Christian Kastrup leads a group of biochemists, engineers and surgical residents working to gain a deeper understanding of how blood clotting is regulated and can be controlled therapeutically. Severe hemorrhage is a leading cause of death for those aged 1 to 46 years, while thrombosis is a major contributor to death and disability with age. We use proteins and cells naturally involved in blood clotting to develop novel technologies for addressing unmet needs in controlling severe bleeding and preventing unwanted clotting.
The research in our lab is focused on these questions:
- What new technologies are needed to halt bleeding in the most severe cases of hemorrhage?
- Can platelets be genetically modified to enhance their hemostatic activity, or perform new therapeutic functions?
- Can clot stability be altered to treat hemorrhage or thrombosis?
- Do soil and microbes in wounds influence severe bleeding?
We use a variety of biochemical assays, RNA biotechnology, biomaterial and lipid nanoparticle synthesis, imaging, patient blood, microfluidics and human blood, and small and large animal models to answer these questions.
Controlling clot stability to regulate hemostasis using RNA-based gene therapy
During hemorrhage, fibrin is covalently crosslinked to itself and the vessel wall to form a meshwork that seals the wound. If this meshwork is not stably linked to the vessel wall, the wound is not effectively sealed, leading to re-bleeding. This process is mediated by coagulation factor XIIIa (FXIIIa), a transglutaminase enzyme found in platelets and blood. We are currently exploring the role of FXIII, fibrinogen, and other modulators of clot degradation in severe hemorrhage. To do this, we are continuing to develop novel RNA therapies utilizing lipid nanoparticles and mRNA, siRNA, and gene editing components.

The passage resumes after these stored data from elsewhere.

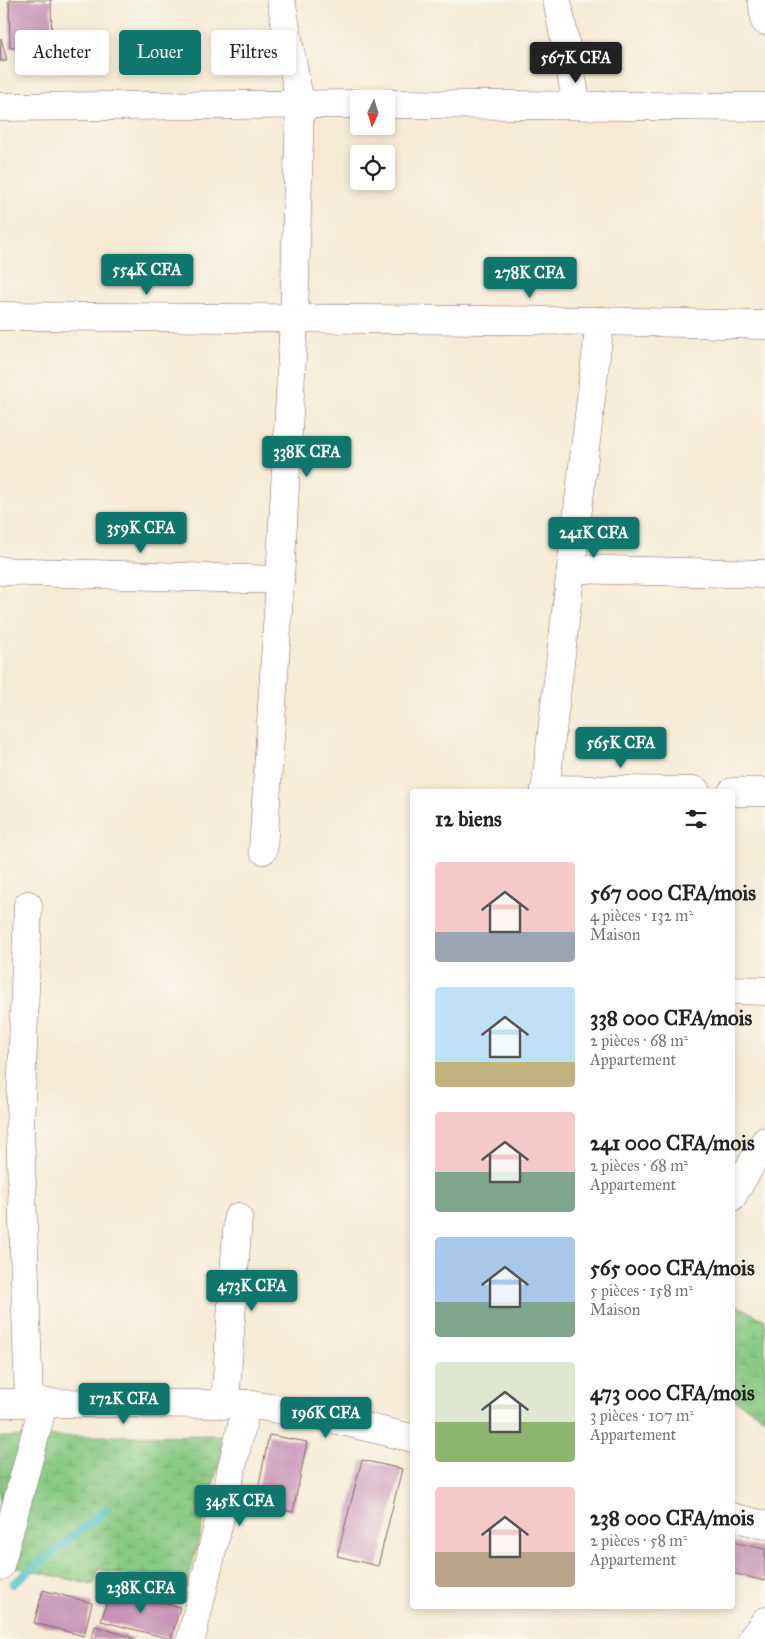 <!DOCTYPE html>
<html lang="fr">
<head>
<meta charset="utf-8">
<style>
	body { margin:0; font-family:"IM FELL Great Primer",serif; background:#f2f2f2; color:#222; height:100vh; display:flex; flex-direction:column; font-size:19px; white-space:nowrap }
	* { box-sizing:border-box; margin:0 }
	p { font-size:16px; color:#767676 }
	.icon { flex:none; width:28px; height:28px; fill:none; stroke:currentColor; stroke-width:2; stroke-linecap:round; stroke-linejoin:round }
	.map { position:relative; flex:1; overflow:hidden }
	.side { position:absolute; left:410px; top:789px; width:325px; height:820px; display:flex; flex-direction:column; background:#fff; border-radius:5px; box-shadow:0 2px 8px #0003 }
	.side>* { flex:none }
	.banner { position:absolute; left:15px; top:30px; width:320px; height:45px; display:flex; gap:10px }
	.needle { width:32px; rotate:184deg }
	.controls { position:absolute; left:350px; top:90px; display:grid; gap:10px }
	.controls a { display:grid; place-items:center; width:45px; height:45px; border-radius:5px; background:#fff; box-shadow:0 2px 8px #0003; font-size:25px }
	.price { position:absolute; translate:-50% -42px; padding:0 11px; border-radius:5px; background:#0f766e; color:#fff; font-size:16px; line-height:32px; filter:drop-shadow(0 1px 2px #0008) }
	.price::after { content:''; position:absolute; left:50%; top:30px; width:15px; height:11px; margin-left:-8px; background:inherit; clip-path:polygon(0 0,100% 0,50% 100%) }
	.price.on { background:#222; color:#fff }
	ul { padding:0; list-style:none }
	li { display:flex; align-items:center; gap:15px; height:125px; padding:0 25px }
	li span { display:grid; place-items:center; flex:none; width:140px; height:100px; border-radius:5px; color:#555 }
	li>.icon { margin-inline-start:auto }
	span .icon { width:60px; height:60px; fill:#fffc; stroke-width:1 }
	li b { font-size:21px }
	h2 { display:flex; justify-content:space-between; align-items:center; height:60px; padding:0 25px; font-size:21px }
	.chip { padding:0 18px; border-radius:5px; background:#fff; box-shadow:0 2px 8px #0003; font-size:18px; line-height:45px }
	.chip.on { background:#0f766e; color:#fff }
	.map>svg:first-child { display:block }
</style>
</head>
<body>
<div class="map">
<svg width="765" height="1639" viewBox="0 0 765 1639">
	<defs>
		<pattern id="wetland-marsh" width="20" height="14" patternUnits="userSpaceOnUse" patternTransform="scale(1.25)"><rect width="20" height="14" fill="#87c982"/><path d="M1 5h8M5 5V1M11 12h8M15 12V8" fill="none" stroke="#76ac70"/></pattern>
	</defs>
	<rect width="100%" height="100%" fill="#fbf7ec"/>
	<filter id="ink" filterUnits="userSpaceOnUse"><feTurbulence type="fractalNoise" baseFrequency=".02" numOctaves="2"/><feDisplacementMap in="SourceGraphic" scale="10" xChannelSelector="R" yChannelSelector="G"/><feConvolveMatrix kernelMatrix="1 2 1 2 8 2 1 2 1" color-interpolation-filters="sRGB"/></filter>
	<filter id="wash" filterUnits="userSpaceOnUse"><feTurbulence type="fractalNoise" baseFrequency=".0096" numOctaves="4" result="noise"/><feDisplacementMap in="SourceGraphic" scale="20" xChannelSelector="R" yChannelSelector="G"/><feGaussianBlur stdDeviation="1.12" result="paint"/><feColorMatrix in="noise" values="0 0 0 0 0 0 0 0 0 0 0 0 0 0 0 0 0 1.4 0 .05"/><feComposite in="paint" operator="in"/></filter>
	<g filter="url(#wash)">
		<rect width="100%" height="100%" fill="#f6ead5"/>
		<g fill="url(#wetland-marsh)" stroke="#687456">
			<path d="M732,1303L765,1320V1418L733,1399Z"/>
			<path d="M226,1435L186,1589L99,1569L93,1585L0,1563V1437Z"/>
		</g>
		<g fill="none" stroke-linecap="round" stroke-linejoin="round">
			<path stroke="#54c2c8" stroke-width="8" d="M13,1584L106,1510"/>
		</g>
		<g id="blocks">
			<g fill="#c794b8">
				<path d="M9,0H51L52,47L10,48Z"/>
				<path d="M1,38L7,61H0Z"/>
				<path d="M269,1435L307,1442L293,1512L255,1504Z"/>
				<path d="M362,1460L402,1469L378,1566L337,1556Z"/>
				<path d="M732,1542L765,1549V1581L732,1573Z"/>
				<path d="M111,1588L180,1607L171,1639L101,1621Z"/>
				<path d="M43,1590L92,1603L84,1636L34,1623Z"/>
				<path d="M95,1626L136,1639H91Z"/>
			</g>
		</g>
	</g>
	<g filter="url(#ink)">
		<use href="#blocks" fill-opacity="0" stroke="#866666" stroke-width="1"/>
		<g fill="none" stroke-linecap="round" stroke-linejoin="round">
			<defs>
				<g id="street">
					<path d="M557,0L577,105"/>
					<path d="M762,0L765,21"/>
					<path d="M386,104L765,107"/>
					<path d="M0,107L359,104"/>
					<path d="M0,316L600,321L765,325"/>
					<path d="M571,569L765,574"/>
					<path d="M0,571L280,580"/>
					<path d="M545,789L696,791"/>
					<path d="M545,791L600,321"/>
					<path d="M732,792H765"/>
					<path d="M263,850L280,580L294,318L300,104L281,0"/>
					<path d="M28,905L20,1128L29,1403"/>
					<path d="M732,990L765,991"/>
					<path d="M732,1197L765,1141"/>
					<path d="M225,1405L238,1217"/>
					<path d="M0,1566L44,1402"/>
					<path d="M191,1639L247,1404"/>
					<path d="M752,1639L765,1621"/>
				</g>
				<g id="secondary">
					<path d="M0,1403L247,1404L324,1417L412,1438"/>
					<path d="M732,1517L765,1525"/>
				</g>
			</defs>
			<use href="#street" stroke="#866666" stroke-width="29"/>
			<use href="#secondary" stroke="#866666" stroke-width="29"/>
			<use href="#street" stroke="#fff" stroke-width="28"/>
			<use href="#secondary" stroke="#fff" stroke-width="28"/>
		</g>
	</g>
</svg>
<div class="controls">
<a><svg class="needle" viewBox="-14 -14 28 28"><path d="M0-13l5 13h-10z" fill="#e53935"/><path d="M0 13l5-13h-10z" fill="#767676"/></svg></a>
<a><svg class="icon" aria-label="locate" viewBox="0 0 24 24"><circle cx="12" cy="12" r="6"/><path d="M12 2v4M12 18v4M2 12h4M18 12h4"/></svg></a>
</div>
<b class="price on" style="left:576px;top:84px">567K CFA</b>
<b class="price" style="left:147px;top:296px">554K CFA</b>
<b class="price" style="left:530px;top:299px">278K CFA</b>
<b class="price" style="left:307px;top:478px">338K CFA</b>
<b class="price" style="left:141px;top:554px">359K CFA</b>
<b class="price" style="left:594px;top:559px">241K CFA</b>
<b class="price" style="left:621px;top:769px">565K CFA</b>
<b class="price" style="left:252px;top:1312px">473K CFA</b>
<b class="price" style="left:124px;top:1425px">172K CFA</b>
<b class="price" style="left:326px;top:1439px">196K CFA</b>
<b class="price" style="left:240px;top:1527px">345K CFA</b>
<b class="price" style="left:141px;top:1614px">238K CFA</b>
<div class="banner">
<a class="chip">Acheter</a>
<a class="chip on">Louer</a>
<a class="chip">Filtres</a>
</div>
<section class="side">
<h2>12 biens<svg class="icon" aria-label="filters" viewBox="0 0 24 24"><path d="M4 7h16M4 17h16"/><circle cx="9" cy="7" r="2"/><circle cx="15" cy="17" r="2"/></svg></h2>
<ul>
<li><span style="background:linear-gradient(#f6c9c9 70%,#9aa5b1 0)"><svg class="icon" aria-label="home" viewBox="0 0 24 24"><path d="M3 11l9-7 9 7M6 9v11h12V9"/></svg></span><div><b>567 000 CFA/mois</b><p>4 pièces · 132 m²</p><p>Maison</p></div></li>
<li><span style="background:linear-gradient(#bfe0f5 75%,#c2b280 0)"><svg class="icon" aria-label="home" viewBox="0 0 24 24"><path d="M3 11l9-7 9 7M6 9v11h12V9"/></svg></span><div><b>338 000 CFA/mois</b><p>2 pièces · 68 m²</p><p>Appartement</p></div></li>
<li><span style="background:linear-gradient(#f6c9c9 60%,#7fa58c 0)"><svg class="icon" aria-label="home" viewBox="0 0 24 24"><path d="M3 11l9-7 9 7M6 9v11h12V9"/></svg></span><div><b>241 000 CFA/mois</b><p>2 pièces · 68 m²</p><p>Appartement</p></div></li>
<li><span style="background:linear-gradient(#a9c7e8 65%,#7fa58c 0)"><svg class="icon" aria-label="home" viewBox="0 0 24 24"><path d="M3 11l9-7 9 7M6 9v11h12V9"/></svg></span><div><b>565 000 CFA/mois</b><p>5 pièces · 158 m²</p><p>Maison</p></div></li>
<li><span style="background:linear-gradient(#dfe7d0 60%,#8fb573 0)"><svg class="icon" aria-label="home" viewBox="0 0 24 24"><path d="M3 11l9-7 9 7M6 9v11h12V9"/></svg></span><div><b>473 000 CFA/mois</b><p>3 pièces · 107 m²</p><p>Appartement</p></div></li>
<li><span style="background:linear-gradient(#f6c9c9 65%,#b9a48a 0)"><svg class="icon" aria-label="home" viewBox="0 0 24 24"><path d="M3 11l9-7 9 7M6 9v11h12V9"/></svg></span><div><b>238 000 CFA/mois</b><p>2 pièces · 58 m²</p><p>Appartement</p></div></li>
</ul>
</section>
</div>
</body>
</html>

We are also utilizing these RNA gene therapies to understand and control thrombosis. Thrombosis is currently treated with anticoagulants that target events upstream of fibrin crosslinking to prevent additional clots from forming in the patient. However, these carry the risk of unwanted bleeding. We hypothesized, and are now testing, that a safer approach is to instead inhibit the stability of fibrin, which would allow an initial plug to form and seal the wound, but also increase the susceptibility of the clot to degradation.
Propelling therapeutics deep into wounds
Severe hemorrhage can be triggered by trauma, surgery, or childbirth, and requires timely treatment with blood products and hemostatic agents to stop the blood loss. The most severe cases of hemorrhage are characterized by a widespread failure of the body’s blood clotting system, and bleeds can rapidly get out of control. Hemostatic agents are often applied topically into wounds to stop bleeding, but current agents are often ineffective in severe hemorrhage because they are flushed out of the wound by high blood flow.
To address this challenge, we have developed microparticles that propel upstream through blood and deliver therapeutics deep into wounds. These microparticles, loaded with a powerful pro-coagulant enzyme, thrombin, successfully reduced blood loss and mortality in small and large animal models of bleeding in trauma, surgery and endoscopy. These hemostatic products are being translated in collaboration with commercial and military partners.
Enhancing the function of platelets and megakaryocytes
Platelets are small, anucleate blood cells essential for hemostasis. In response to vascular damage, platelets activate and aggregate to form a plug to seal the wound and prevent blood loss. As part of this process, activated platelets release molecules that promote clot formation in a localized manner.
Platelet transfusions are used to stop or prevent bleeding, but are often ineffective during the most severe cases of hemorrhage when platelets become dysfunctional and their contribution to hemostasis is lost. We are developing ways to enhance the natural procoagulant function of platelets to improve their hemostatic efficacy.
We have developed an approach to load nucleic acids and proteins into platelets using lipid nanoparticles (LNPs). We have demonstrated that platelets loaded with thrombin formed clots significantly faster and stronger than un-modified platelets, even in blood plasma from patients with clotting defects. We are now exploring whether we can further extend the therapeutic function of platelets by using LNPs to deliver mRNA to the platelets. We are also investigating whether LNPs can deliver therapeutics to megakaryocytes, the precursor cells to platelets, to modify platelet function.
Investigating new mechanisms for controlling clotting
Coagulation is controlled by a complex network of reactions that were first described over 50 years ago. Research over the decades has led to a better understanding of the biochemistry of the coagulation network, yet questions still remain about aspects of blood clotting. Humans deficient in coagulation factor XII (FXII) do not appear to bleed spontaneously or excessively after trauma, leading to a debate over its role in blood clotting. FXII is activated by silicates, a major component of soil, to clot blood in vitro. Interestingly, FXII is conserved in land-dwelling animals, but not in animals that do not live on soil, such as marine mammals. We therefore asked the question, is soil a physiological activator of FXII? If so, then FXII may have roles in blood clotting that have never before been characterized, and we are exploring these.